Naturally, everyone is shocked, both by Jude's secret hobby and one another. Given that human beings are weak and make mistakes, Jude's camera -- especially the one in the bathroom -- reveals that his "friends" are actually the kind of wankers that make the cast from "Trainspotting" look like blushing violets. Especially when they're using the bathroom. (After "Final Cut" you may want to think twice about who you allow in there, within reach of hampers and clean towels.)
As the afternoon wears on, it's clear that no matter what any of them may say or do, it's not going to change the fact that they're cretins, and Sadie hates them. Still, none of them are prepared for the last five minutes of Jude's tape, which records the event of his murder.
Anciano and Burdis worked as a producer team before making this directorial debut. Low budget and made among friends, "Final Cut" is in many ways a testimonial to the casual/liberal atmosphere that surrounds U.K. filmmaking. That the story itself turns out to be so hateful is their special touch.
Interestingly, none of the cast members seem to care that their characters bear their own names -- and how this could damage their reps. Law, for instance, is now the resident Mr. Gorgeous of Hollywood, but in "Final Cut" he seems nothing more than a two-bit actor with a coke habit. As for Winstone, after this it's hard to imagine him being invited to parties or offered any nice-guy roles. Along with "The War Zone" (now playing), this picture seals his image as a lying, sneaking, abusive klutz with the kind of face you never want to see in a dark alley.

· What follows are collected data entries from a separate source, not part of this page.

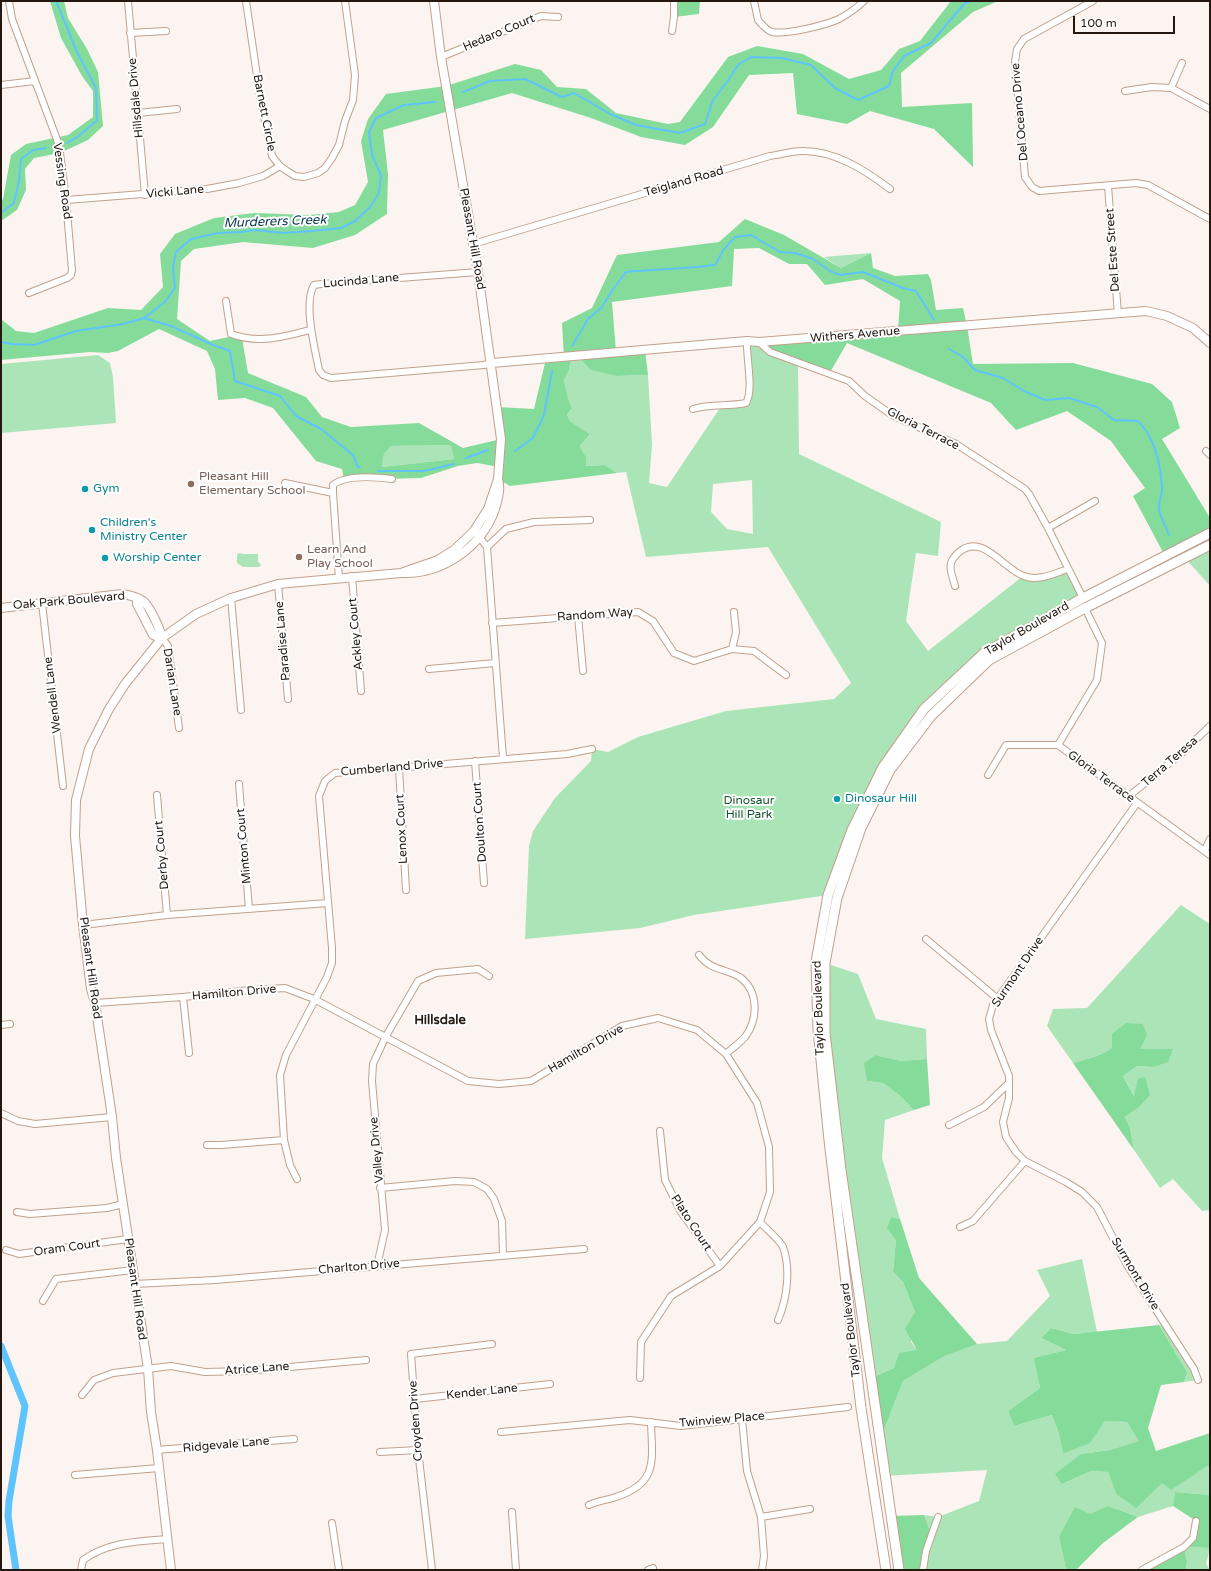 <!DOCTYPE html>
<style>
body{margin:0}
#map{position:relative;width:1211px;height:1571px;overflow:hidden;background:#fbf4f0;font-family:"Varela Round",sans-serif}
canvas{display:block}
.frame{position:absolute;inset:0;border:2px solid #241811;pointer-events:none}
.scale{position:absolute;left:1073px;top:16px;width:102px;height:18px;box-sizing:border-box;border:2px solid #241811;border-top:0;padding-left:5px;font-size:12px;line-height:14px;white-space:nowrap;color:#241811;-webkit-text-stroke:3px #fff;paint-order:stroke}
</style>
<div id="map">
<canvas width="1211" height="1571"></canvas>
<div class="frame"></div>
<div class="scale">100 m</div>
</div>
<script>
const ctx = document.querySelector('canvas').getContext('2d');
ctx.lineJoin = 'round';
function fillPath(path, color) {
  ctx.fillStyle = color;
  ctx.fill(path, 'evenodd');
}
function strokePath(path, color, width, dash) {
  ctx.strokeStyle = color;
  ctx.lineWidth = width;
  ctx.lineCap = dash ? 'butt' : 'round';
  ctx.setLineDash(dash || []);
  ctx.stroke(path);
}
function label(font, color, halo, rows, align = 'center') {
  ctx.font = font + ' "Varela Round",sans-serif';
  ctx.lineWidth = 4;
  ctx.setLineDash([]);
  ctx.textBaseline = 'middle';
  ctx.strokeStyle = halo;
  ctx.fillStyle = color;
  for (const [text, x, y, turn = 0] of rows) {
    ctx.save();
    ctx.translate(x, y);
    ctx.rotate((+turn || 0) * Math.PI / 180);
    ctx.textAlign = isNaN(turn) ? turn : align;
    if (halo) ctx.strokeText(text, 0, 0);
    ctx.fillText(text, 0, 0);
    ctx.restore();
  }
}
fillPath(new Path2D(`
 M871,253L841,268L824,257Z
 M747,341L759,342L798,363L799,454L941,522L938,556L916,553L906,621L928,651L1023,576L1034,578L1068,569L1083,598L984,653L924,709L828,895L694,915L640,928L525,939L529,846L533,831L555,798L591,761L592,749L608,752L638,737L726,711L834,699L851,683L768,547L646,557L626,472L617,473L605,465L586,466V457L580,446L590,434L570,421L567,415L572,408L568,398L564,380L569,370L571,356H578L617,376L648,375L652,444L649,483L667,487L722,405H736L749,398ZM752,480L753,534L727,529L711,512L713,484Z
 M98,355L110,363L113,377L116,423L1,433V364Z
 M452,445L454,459L382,467L384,454L391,446Z
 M1210,545V586L1185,558Z
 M239,553L244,554H258V561L261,565L259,567H243L237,563V555Z
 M1181,905L1210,924V1210L1202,1211L1173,1179L1160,1188L1134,1150L1130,1128L1125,1117L1138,1108L1135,1097L1123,1076L1137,1066L1153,1067L1172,1050L1140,1049L1112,1034V1048C1101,1056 1087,1059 1073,1063L1047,1026L1053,1009L1087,1008Z
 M825,963L858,974L876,1019L926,1029L927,1059L901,1061L876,1055L867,1081L883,1083L899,1095L914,1110L885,1120L882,1158L900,1219L891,1217L896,1240L893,1272L903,1282L915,1312L911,1342L918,1351L894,1368L871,1378L825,1033Z
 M1082,1259L1097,1332L1074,1334L1051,1328L1041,1338L1066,1350L1035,1358L1040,1388L1008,1411L1014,1426L1052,1415L1059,1434L1063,1454L1089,1443L1105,1421L1127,1422L1140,1441L1110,1450L1081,1454L1062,1484L1091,1471L1108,1472L1116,1494L1192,1475L1207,1466L1210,1468V1495L1175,1492L1173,1506L1138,1517L1108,1506L1059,1537L1066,1570H923L931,1533L924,1515L938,1517L979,1501L987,1470L885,1476L880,1440L903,1381L944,1355L977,1344L1007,1341L1050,1296L1037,1270Z
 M1159,1325L1166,1326L1198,1380L1184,1382L1187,1372Z
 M1184,1547L1210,1548L1206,1564L1210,1570H1186L1187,1561Z`), '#abe5b7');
fillPath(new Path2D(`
 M50,1H64L68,18L87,49L98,72L103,126L88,140L60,153L34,158L25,169L26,190L17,210L1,221V201L3,199L11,155L26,144L68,135L93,117V91L82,76L61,38Z
 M674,1H700L699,14L674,17Z
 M951,1H998L973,12L901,73L902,107L972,103L973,167L934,129L870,111L847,124L797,114L793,73L749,75L713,127L685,145L641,137L591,118L512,93L383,130L388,174L387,214L355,235L313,248L243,242L194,249L181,261L177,319L210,341L229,337L242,338L248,373L306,397L322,417L351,427L419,423L463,448L501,439L497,407L534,409L546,359L564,357L562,323L592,308L617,255L719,242L745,219L784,235L841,268L871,253L873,268L895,276L928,274L931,280L936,310L963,308L967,326L973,364L1073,363L1152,384L1172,402L1180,428L1162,439L1210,518V533L1165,556L1133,496L1145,488L1111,441L1067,411L1016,430L991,403L847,343L829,374L770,352L759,342L898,331L900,301L863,279L825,285L807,264H789L759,248L734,249L732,286L612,302L616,352L645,350L648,375L617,376L591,370L578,356L571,357L569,370L564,380L568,398L572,408L567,415L570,421L590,434L580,446L586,457V466L605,465L617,473L510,486L498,479L499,467L477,463L458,466L421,478L344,480L342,469L316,461L273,408L245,398L218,400L215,369L207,351L159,329L118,351L108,353L90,352L1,360V319L16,331L34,333L108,308L141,310L163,287L160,254L175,234L214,218L254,213L309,215L339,212L355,205L368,182L361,141L368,119L386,94L446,86L515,64L541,70L557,87L586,89L616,113L668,124L680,122L728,57L757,46L803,54L849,79L881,70L899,49L920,41ZM451,445L454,459L382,467L384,454L391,446Z
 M1126,1023L1143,1024L1147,1035L1140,1049H1173L1168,1062L1153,1067L1137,1066L1123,1076L1134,1096L1138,1079L1145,1077L1150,1095L1138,1108L1125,1117L1130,1128L1134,1150L1073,1063C1087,1059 1101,1056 1112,1048V1034Z
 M876,1055L901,1061L927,1059L930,1105L914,1110L899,1095L883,1083L867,1081L864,1063Z
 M891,1217L900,1219L919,1278L977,1344L944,1356L903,1381L880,1440L871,1378L894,1368L899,1353L917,1350L905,1329L915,1312L903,1282L893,1272L896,1240L887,1228Z
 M1159,1325L1187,1372L1184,1382L1161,1385L1148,1428L1156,1451L1210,1433V1468L1207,1466L1171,1490L1162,1483L1136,1508L1116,1494L1108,1472L1091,1471L1062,1484L1055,1474L1081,1454L1110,1450L1139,1441L1127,1422L1105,1421L1090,1443L1063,1454L1059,1434L1052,1415L1014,1426L1008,1411L1040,1388L1034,1358L1066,1350L1041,1338L1051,1328L1074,1334Z
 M1175,1492L1210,1495V1548L1184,1547L1187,1561L1186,1570H1142L1193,1538L1196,1521L1173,1506Z
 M1108,1506L1138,1517L1103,1543L1076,1570H1066L1059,1537L1075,1507L1090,1514Z
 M924,1515L931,1533L923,1570H899L891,1516Z`), '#85db9a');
strokePath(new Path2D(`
 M56,1L77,52L96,88L97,120L79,136L67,143
 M463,92L490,81L525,79L562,97L574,93L610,114L636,125L680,133L705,124L713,100L727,82L738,65L751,57L782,58L811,65L835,88L858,100L889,86L893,71L904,56L931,43L964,4L970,1
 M1,213L14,203L19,181L21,159L33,150L46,148
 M144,318L171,326L213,345L230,351L235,381L280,396L296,416L321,429L353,455L358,467H360
 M1,342L12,344L34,345L76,331L123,324L144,318L165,302L175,288L173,267L176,252L191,239L218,233L241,232L255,230L283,233L312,231L341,228L355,221L370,207L379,193L381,175L372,155L369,132L376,118L404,105L435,102
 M572,346L588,319L602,307L613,289L626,272C656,269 685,269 715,265L724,249L735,237L751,235L780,252L795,253L813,259L830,271L840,275L863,272L903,288L916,291L934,320
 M949,349L963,357L975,370L1003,378L1024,391L1045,400L1069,398L1097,407L1114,420L1138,421C1155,438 1161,466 1162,490C1162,496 1158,503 1159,509C1160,517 1166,527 1169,535
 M515,451L533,438L544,415L552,371
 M466,458L488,450
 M378,471H424L454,464`), '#5fc4fd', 2);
strokePath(new Path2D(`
 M1,1346L25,1406L9,1501L8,1516L16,1570`), '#5fc4fd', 7);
const street = new Path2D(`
 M9,1L12,19L59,145L66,200L72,270L71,275L67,278L29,293
 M128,1L145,195
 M246,1L260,96L272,156L280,166L287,171L295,176L304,177L318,173L325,168L332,158L339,145L345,121L353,100L355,75L345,1
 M754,1L758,20C762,25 766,30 772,32C786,35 826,25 839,19C848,14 857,8 864,1
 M1093,1L1024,39L1017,49L1015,62L1025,177L1032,187L1039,191L1136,183L1148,185L1210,219
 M672,31L674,17V1
 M130,33L166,31
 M441,57L541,16L558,17
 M1,85L35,81
 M1171,88L1182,63
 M1125,91L1152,87L1171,88L1210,109
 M138,113L177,109
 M1108,186L1118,314
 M66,200L207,189L239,183L263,176L280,166
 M473,244L770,156C780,155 791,151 801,151C834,150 865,170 890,189
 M478,272L321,284L314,285C303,304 315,349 319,370L323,375L331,378L484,365L492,363
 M226,301L231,334C258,344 283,337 310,330
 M759,342L770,352L849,381L865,396L892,415L956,444L1025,489L1029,494L1048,528L1083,598
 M693,409C711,403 727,407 746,403C754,390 746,357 747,341
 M1206,451L1210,455
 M285,483L333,493V485C346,474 376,477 392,479
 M333,493L339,578
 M1048,528L1095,501
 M477,534L487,547L503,758
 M487,547L506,529L534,522L590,520
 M352,576L361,691
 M278,584L288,699
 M955,586C951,571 946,564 958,553C982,531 1004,570 1024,576C1038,582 1055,573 1068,569
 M231,598L241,710
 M42,603L63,786
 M578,616L583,671
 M492,623L638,612L653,621L674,653L694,661L732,649L754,651L786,675
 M162,638L168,646L179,728
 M732,649L736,632L734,612
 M429,669L495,663
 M1058,745L1210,855
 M1058,745L1097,680L1102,643L1085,608
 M475,761L484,883
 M399,768L406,890
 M988,775L1006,745H1058
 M239,784L249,909
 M157,795L167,915
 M1129,796L1182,753L1210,726
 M1137,803L993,1005L989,1019L991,1030L1009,1076V1098L1003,1122L1006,1137L1016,1152L1025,1161L1066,1182L1082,1192L1097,1207L1127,1265L1194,1369L1198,1380
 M1205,850L1210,839
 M83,925L167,915L328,903
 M926,939L998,999
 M699,955C712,972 727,968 741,978C759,992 758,1020 745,1037C740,1043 732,1048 726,1054
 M183,997L189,1053
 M95,1003L183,997L251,990L285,988L314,999L468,1081L499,1084L531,1081L622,1026L658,1018L697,1030L726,1054L757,1103L769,1147L770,1192L760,1222L720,1266L671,1296L641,1342L640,1378
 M1,1025L10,1024
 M1,1113L18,1121L35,1124L112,1117
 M949,1125L984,1107L1009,1083
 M660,1131L665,1180L681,1212L720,1266
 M207,1145H221L284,1140
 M297,1179L290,1165L284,1140L280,1075L286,1055L327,977L332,963V948L319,796L325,781L335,773L567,754L592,749
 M380,1188L455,1181L474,1182L487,1189L494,1199L502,1221L503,1255
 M17,1212L30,1214L107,1208L123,1204
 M760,1222C765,1228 780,1240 783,1247C791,1269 787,1299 778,1320
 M960,1227L973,1221L1025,1161
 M6,1250L19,1254L128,1239
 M377,1266L385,1230L372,1081L373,1064L386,1036L418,981L436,973L478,969L489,976
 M134,1284L215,1280L584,1249
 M43,1301L56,1279L133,1270
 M82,1395L94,1380L113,1373L171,1366L205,1372L246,1371L366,1360
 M415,1399L550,1384
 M742,1419L747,1471L761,1517L764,1556L762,1570
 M501,1432L630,1420L681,1426L848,1407
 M157,1450L294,1439
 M380,1452L418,1450
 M75,1475L159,1468
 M589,1505C598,1501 607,1500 616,1497C659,1483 652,1460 651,1422
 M512,1512L516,1570
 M761,1517L810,1509
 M332,1523L339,1570
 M81,1570L83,1560C107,1542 139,1541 167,1539
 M432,1570L418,1450L411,1354L492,1344
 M648,1570L653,1568
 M923,1570L926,1551L938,1517
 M1142,1570L1184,1547L1193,1538L1196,1521`);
const secondary = new Path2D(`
 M434,1L441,57L478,272L501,439L498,479L488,509L474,531L454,550L438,560L401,573C442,575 482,547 495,509C498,499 501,488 498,479
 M492,363L747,341L759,342L1146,311L1167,316L1193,328L1210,343
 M137,598V604L153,635L162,638
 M1,608L122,594C129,595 137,597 143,601C150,606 160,629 162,638
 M171,1570L157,1450L151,1412L148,1369L116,1158L112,1117L95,1003L91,989L83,925L75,836L76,800L89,749L109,709L125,684L162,638L196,614L231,598L278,584L401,573`);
const primary = new Path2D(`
 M886,1570L861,1408L829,1140L818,1030L816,962L828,895L852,830L883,767L924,709L984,653L1083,598L1210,533
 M899,1570L841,1170L825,1033V963L837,898L861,828L890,770L931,716L989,660L1085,608L1210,545`);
strokePath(street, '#c0a18d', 8);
strokePath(secondary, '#c0a18d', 10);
strokePath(primary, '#c0a18d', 11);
strokePath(street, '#fff', 6);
strokePath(secondary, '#fff', 8);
strokePath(primary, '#fff', 9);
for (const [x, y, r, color] of [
 [191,484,4,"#8d6e63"],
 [85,489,4,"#0f9aa8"],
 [92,530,4,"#0f9aa8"],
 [299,557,4,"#8d6e63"],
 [105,558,4,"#0f9aa8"],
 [837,799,4,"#0f9aa8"]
]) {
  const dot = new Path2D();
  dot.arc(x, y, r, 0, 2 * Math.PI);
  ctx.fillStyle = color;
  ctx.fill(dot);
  strokePath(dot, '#fff', 1.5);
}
label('12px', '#241811', '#fff', [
 ["Hedaro Court",499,33,-23],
 ["Hillsdale Drive",136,98,-95],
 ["Del Oceano Drive",1020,112,-95],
 ["Barnett Circle",264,113,79],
 ["Vessing Road",62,181,82],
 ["Teigland Road",684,182,-16],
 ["Vicki Lane",175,192,-5],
 ["Pleasant Hill Road",472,239,80],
 ["Del Este Street",1113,250,-94],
 ["Lucinda Lane",361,281,-5],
 ["Withers Avenue",855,335,-5],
 ["Gloria Terrace",923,429,27],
 ["Oak Park Boulevard",69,601,-5],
 ["Random Way",595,615,-4],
 ["Taylor Boulevard",1027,629,-30],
 ["Ackley Court",356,634,-95],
 ["Paradise Lane",283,641,-95],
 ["Darian Lane",172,682,81],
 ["Wendell Lane",53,695,-97],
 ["Terra Teresa",1170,762,-41],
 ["Cumberland Drive",392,768,-5],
 ["Gloria Terrace",1101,777,36],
 ["Doulton Court",480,822,-94],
 ["Lenox Court",402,829,-93],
 ["Minton Court",244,846,-95],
 ["Derby Court",162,855,-95],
 ["Pleasant Hill Road",90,968,82],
 ["Surmont Drive",1018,972,-56],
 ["Hamilton Drive",234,993,-5],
 ["Taylor Boulevard",819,1008,-92],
 ["Hamilton Drive",586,1049,-30],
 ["Valley Drive",377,1150,-95],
 ["Plato Court",691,1223,57],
 ["Oram Court",67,1248,-8],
 ["Charlton Drive",359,1267,-5],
 ["Surmont Drive",1135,1274,59],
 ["Pleasant Hill Road",135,1289,82],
 ["Taylor Boulevard",851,1330,-97],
 ["Atrice Lane",257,1369,-4],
 ["Kender Lane",482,1392,-6],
 ["Twinview Place",722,1420,-5],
 ["Croyden Drive",416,1421,-94],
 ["Ridgevale Lane",226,1445,-5]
]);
label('12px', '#785e54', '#fff', [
 ["Pleasant Hill",199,477],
 ["Elementary School",199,491],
 ["Learn And",307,550],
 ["Play School",307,564]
], 'left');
label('12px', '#0d838f', '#fff', [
 ["Gym",93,489],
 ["Children's",100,523],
 ["Ministry Center",100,537],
 ["Worship Center",113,558],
 ["Dinosaur Hill",845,799]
], 'left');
label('12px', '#14532a', '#fff', [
 ["Dinosaur",749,801],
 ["Hill Park",749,815]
]);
label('italic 13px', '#09364d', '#fff', [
 ["Murderers Creek",275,222,-2]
]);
label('bold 13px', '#241811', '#fff', [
 ["Hillsdale",440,1021]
]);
</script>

The awful part of it is: "Final Cut" is brilliant, like a precision spitball aimed at the face of Hollywood. It satisfies all the base movie-going instincts (the craving for voyeurism, violence and a protracted unhappy ending). It throws everything out the window just to draw out that shaky, black laughter that comes with piss-taking. And unlike Ian's jokes, there are no warnings and no apologies.
"Final Cut" is playing at the Shibuya Cinema Society.